--- Input for this task ---

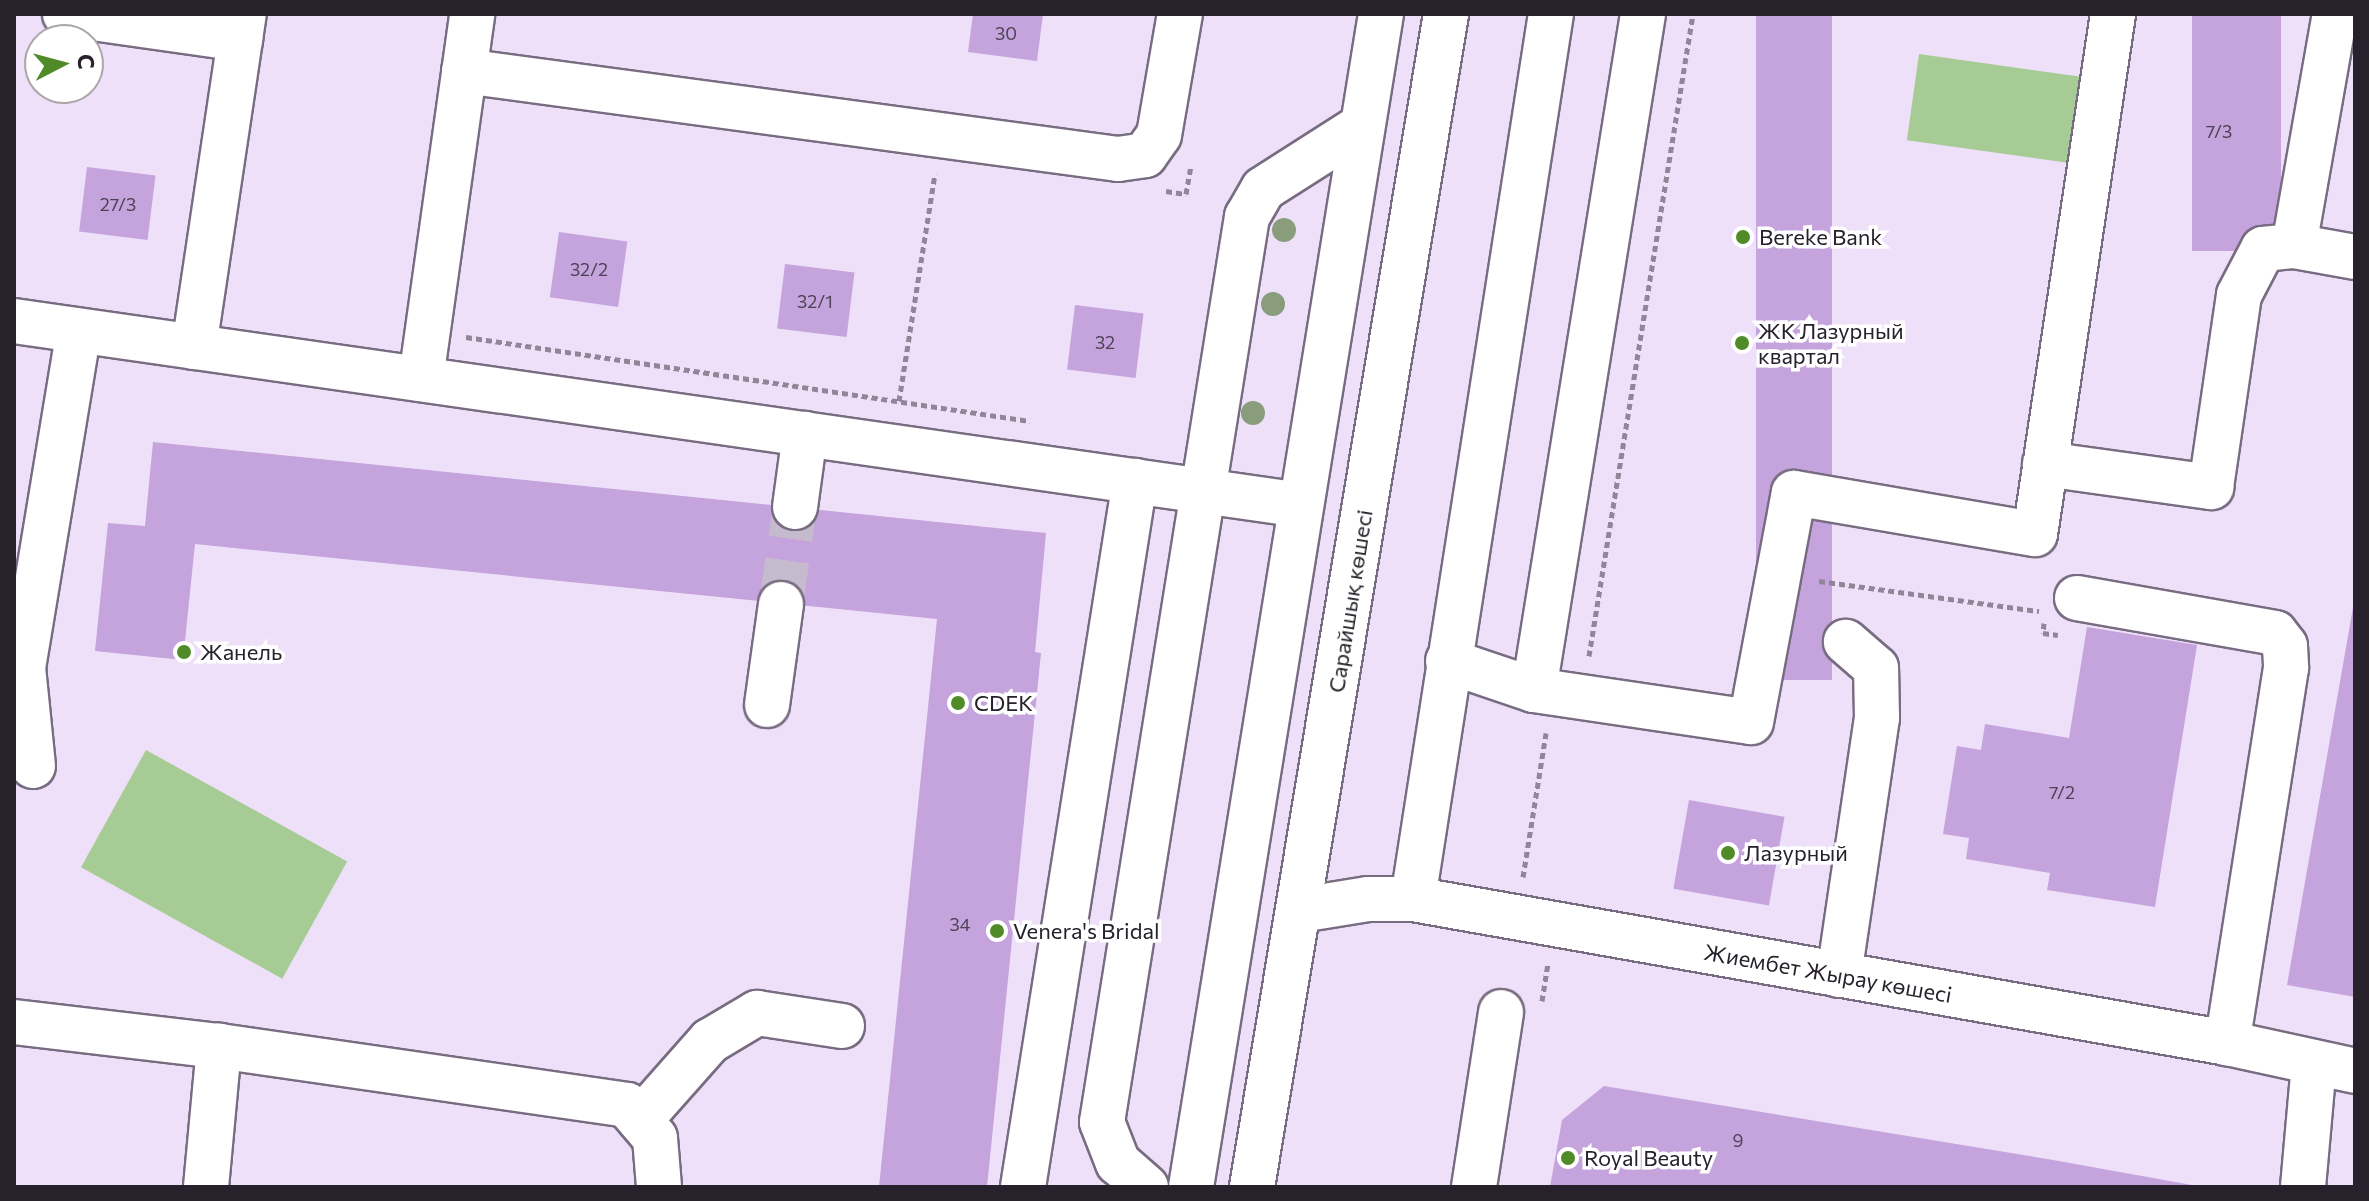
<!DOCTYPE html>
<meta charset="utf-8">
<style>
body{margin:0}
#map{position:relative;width:2369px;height:1201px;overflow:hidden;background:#eee0f8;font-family:Commissioner,sans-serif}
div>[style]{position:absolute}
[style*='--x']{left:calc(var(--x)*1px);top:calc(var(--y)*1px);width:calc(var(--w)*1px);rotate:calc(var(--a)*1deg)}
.green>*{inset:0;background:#a7cb94;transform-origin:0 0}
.building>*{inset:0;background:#c5a3dc;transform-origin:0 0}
.minor-tunnel>*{height:44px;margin-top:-22px;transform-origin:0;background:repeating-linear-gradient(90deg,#c6bacf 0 44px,transparent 0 66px)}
.path>*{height:5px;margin-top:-2.5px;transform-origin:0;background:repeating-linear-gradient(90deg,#908697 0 6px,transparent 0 10px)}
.roads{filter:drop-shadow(2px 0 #786c81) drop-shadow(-2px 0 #786c81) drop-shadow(0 2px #786c81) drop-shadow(0 -2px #786c81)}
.minor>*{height:44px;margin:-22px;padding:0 22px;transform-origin:22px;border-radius:22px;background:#fff}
.major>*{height:44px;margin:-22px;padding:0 22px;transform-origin:22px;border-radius:22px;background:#fff}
.trees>*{width:24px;height:24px;margin:-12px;border-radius:50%;background:#899c7b}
.dots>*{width:22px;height:22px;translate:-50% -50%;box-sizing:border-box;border:4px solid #fff;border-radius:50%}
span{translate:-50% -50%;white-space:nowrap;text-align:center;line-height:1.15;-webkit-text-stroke:7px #fff;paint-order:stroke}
.number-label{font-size:18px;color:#4e4256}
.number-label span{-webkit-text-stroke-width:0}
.poi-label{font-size:22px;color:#26212a}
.left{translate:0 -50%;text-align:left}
.street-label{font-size:22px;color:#26212a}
.frame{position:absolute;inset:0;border:16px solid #26212a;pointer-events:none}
.north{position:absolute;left:24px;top:24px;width:80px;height:80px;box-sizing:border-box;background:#fff;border:2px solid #a8a6aa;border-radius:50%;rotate:84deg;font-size:22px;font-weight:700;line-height:32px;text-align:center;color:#26212a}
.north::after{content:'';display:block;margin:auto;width:28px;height:36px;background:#508b28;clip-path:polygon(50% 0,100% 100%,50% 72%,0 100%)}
</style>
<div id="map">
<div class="green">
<div style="left:1919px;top:54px;width:171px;height:87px;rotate:8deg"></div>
<div style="left:146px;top:750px;width:230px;height:134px;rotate:29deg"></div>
</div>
<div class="building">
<div style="clip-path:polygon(973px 14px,1043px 14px,1037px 61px,968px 52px)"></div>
<div style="left:1756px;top:14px;width:76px;height:666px"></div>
<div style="left:2192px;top:14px;width:89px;height:237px"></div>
<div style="left:87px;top:167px;width:69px;height:65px;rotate:7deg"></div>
<div style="left:559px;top:232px;width:69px;height:66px;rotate:8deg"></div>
<div style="left:785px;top:264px;width:70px;height:65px;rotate:7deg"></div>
<div style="left:1075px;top:305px;width:69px;height:65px;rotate:7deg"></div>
<div style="clip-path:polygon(153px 442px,1046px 533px,1035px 652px,1041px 653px,987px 1187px,879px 1187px,937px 619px,195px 544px,183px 660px,95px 651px,108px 523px,145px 526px)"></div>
<div style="clip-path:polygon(2355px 596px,2355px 997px,2287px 985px)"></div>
<div style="clip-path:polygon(2087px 627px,2197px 645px,2155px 907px,2047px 890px,2050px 873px,1966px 859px,1969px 838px,1943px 834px,1957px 746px,1981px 750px,1985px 724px,2069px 738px)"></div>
<div style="left:1689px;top:800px;width:97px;height:90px;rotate:10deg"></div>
<div style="clip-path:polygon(1604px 1086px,2053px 1160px,2203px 1187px,1550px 1187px,1562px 1120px)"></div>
</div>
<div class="minor-tunnel">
<div style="--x:781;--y:604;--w:98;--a:-81.8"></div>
</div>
<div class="path">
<div style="--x:1166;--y:191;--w:20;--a:9"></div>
<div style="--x:1186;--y:194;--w:29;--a:-80"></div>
<div style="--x:466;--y:337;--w:570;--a:8.47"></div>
<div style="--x:899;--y:401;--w:230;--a:-81"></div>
<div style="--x:1819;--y:581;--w:222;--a:7.8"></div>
<div style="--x:2044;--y:623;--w:10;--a:96"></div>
<div style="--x:2043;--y:633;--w:15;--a:8"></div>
<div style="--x:1589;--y:656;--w:650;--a:-80.8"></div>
<div style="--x:1523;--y:877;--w:146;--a:-80.9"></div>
<div style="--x:1542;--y:1001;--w:38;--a:-81"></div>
</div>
<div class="roads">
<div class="minor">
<div style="--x:65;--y:14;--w:177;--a:8.1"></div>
<div style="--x:464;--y:71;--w:660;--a:7.66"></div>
<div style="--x:1118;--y:159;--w:27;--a:-8"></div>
<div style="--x:1145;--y:155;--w:24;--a:-55"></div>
<div style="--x:1159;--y:135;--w:123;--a:-80.2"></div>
<div style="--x:2294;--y:246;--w:236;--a:-80"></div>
<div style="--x:14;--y:321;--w:1300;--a:8.14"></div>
<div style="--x:194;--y:347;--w:337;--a:-81.5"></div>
<div style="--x:421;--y:379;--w:369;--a:-82"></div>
<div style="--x:2045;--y:464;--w:168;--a:7.9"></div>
<div style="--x:2211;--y:487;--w:194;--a:-81.7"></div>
<div style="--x:2239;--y:295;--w:52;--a:-62.4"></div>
<div style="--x:2263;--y:249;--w:31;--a:-6"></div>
<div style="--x:2294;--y:246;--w:62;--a:10.2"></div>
<div style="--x:795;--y:507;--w:74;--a:-82.2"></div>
<div style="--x:2077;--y:598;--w:201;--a:10"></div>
<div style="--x:2275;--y:633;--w:16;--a:52"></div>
<div style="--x:2285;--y:646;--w:22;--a:87"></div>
<div style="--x:2286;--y:668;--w:380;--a:98.9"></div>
<div style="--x:1448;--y:661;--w:91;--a:18.6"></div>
<div style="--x:1534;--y:690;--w:219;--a:8.4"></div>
<div style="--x:1751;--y:722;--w:233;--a:-79.4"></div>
<div style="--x:1794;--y:493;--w:244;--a:9.7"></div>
<div style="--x:2035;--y:534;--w:526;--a:-81.47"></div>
<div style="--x:1534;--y:690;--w:685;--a:-80.84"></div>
<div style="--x:767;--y:705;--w:102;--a:-82.1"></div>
<div style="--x:33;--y:766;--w:99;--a:-95.8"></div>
<div style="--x:23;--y:668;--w:342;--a:-80.6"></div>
<div style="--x:1413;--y:899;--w:896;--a:-81.14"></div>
<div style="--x:1300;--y:910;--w:69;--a:-9.2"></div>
<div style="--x:1368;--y:899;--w:45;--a:0"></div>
<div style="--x:1413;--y:899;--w:827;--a:10.03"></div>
<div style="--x:2227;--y:1043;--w:131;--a:12.3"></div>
<div style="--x:1839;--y:975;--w:260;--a:-81.6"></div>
<div style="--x:1877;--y:718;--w:50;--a:-91.1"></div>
<div style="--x:1876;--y:668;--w:40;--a:-139"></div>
<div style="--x:14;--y:1022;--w:206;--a:6.7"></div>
<div style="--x:640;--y:1120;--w:106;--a:-48.5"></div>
<div style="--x:710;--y:1041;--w:55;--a:-30.8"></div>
<div style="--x:757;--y:1013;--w:86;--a:8.7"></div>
<div style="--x:206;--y:1187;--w:142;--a:-84.7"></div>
<div style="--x:219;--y:1046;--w:412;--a:8.2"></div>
<div style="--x:627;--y:1105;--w:43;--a:49.7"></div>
<div style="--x:655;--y:1138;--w:49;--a:85.3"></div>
<div style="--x:1023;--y:1187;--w:715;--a:-80.99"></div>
<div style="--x:1146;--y:1187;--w:37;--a:-139"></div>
<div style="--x:1118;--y:1163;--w:44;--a:-111.3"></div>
<div style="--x:1102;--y:1122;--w:917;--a:-80.9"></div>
<div style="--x:1247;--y:217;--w:32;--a:-60"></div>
<div style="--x:1263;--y:189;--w:117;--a:-32.5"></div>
<div style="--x:1474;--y:1187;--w:177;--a:-81.2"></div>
<div style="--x:2303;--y:1187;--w:123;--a:-84.9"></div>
</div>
<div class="major">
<div style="--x:1191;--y:1187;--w:1188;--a:-80.8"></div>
<div style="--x:1252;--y:1187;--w:1189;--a:-80.61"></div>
</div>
</div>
<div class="trees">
<div style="left:1284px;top:230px"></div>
<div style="left:1273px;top:304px"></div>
<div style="left:1253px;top:413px"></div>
</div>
<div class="dots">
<div style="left:1743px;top:237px;background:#508b28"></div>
<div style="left:1742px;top:343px;background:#508b28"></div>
<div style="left:184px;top:652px;background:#508b28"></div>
<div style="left:958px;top:703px;background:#508b28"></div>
<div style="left:1728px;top:853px;background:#508b28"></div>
<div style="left:997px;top:931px;background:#508b28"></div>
<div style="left:1568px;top:1158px;background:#508b28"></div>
</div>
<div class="number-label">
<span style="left:1006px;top:33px">30</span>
<span style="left:2219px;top:131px">7/3</span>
<span style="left:118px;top:204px">27/3</span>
<span style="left:589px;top:269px">32/2</span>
<span style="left:815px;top:301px">32/1</span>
<span style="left:1105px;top:342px">32</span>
<span style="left:2062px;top:792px">7/2</span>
<span style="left:960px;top:924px">34</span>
<span style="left:1738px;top:1140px">9</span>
</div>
<div class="poi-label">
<span class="left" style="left:1759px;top:237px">Bereke Bank</span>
<span class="left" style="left:1758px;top:343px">ЖК Лазурный<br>квартал</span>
<span class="left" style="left:200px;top:652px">Жанель</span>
<span class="left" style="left:974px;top:703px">CDEK</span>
<span class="left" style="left:1744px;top:853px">Лазурный</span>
<span class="left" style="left:1013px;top:931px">Venera's Bridal</span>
<span class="left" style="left:1584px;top:1158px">Royal Beauty</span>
</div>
<div class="street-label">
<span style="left:1350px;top:601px;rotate:-81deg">Сарайшық көшесі</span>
<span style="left:1828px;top:973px;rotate:10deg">Жиембет Жырау көшесі</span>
</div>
<div class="frame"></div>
<div class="north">С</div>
</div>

--- Work required ---
Find how many lines of the records hold the string "green", then give that number by itself.

--- Exercise response ---
2